[Start of Attachment]
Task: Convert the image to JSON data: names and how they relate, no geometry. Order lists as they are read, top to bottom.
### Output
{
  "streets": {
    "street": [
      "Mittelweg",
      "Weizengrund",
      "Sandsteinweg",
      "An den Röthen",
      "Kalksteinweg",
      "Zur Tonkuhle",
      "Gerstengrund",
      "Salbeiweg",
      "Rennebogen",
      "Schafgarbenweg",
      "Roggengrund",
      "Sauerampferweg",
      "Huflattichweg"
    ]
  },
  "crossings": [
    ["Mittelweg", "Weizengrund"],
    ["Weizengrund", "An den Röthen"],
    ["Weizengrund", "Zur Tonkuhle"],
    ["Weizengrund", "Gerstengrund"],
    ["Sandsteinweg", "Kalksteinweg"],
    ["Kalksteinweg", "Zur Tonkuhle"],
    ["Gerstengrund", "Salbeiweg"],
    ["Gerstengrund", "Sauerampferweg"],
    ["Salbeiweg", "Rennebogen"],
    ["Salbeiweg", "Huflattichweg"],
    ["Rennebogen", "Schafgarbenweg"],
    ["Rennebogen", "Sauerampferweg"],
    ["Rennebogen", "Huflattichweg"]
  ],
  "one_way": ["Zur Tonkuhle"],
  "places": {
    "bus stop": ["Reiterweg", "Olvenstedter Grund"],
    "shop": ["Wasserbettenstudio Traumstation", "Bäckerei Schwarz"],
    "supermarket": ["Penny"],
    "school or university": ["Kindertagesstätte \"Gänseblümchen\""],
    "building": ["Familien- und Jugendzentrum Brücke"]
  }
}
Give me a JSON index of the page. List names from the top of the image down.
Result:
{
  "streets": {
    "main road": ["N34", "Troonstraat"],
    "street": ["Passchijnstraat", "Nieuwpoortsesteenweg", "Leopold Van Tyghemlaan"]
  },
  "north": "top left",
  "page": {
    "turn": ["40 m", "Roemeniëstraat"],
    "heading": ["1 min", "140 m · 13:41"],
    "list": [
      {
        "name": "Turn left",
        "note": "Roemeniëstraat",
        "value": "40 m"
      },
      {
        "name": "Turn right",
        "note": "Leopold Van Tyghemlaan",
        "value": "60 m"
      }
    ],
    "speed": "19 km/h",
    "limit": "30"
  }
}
[End of Attachment]
§ **EXERCISE DESCRIPTION**: Give back, word for word, only the lines from the one containing "Give me a JSON" through the closing line of the entries.

§ **ANSWER SPACE**:
Give me a JSON index of the page. List names from the top of the image down.
Result:
{
  "streets": {
    "main road": ["N34", "Troonstraat"],
    "street": ["Passchijnstraat", "Nieuwpoortsesteenweg", "Leopold Van Tyghemlaan"]
  },
  "north": "top left",
  "page": {
    "turn": ["40 m", "Roemeniëstraat"],
    "heading": ["1 min", "140 m · 13:41"],
    "list": [
      {
        "name": "Turn left",
        "note": "Roemeniëstraat",
        "value": "40 m"
      },
      {
        "name": "Turn right",
        "note": "Leopold Van Tyghemlaan",
        "value": "60 m"
      }
    ],
    "speed": "19 km/h",
    "limit": "30"
  }
}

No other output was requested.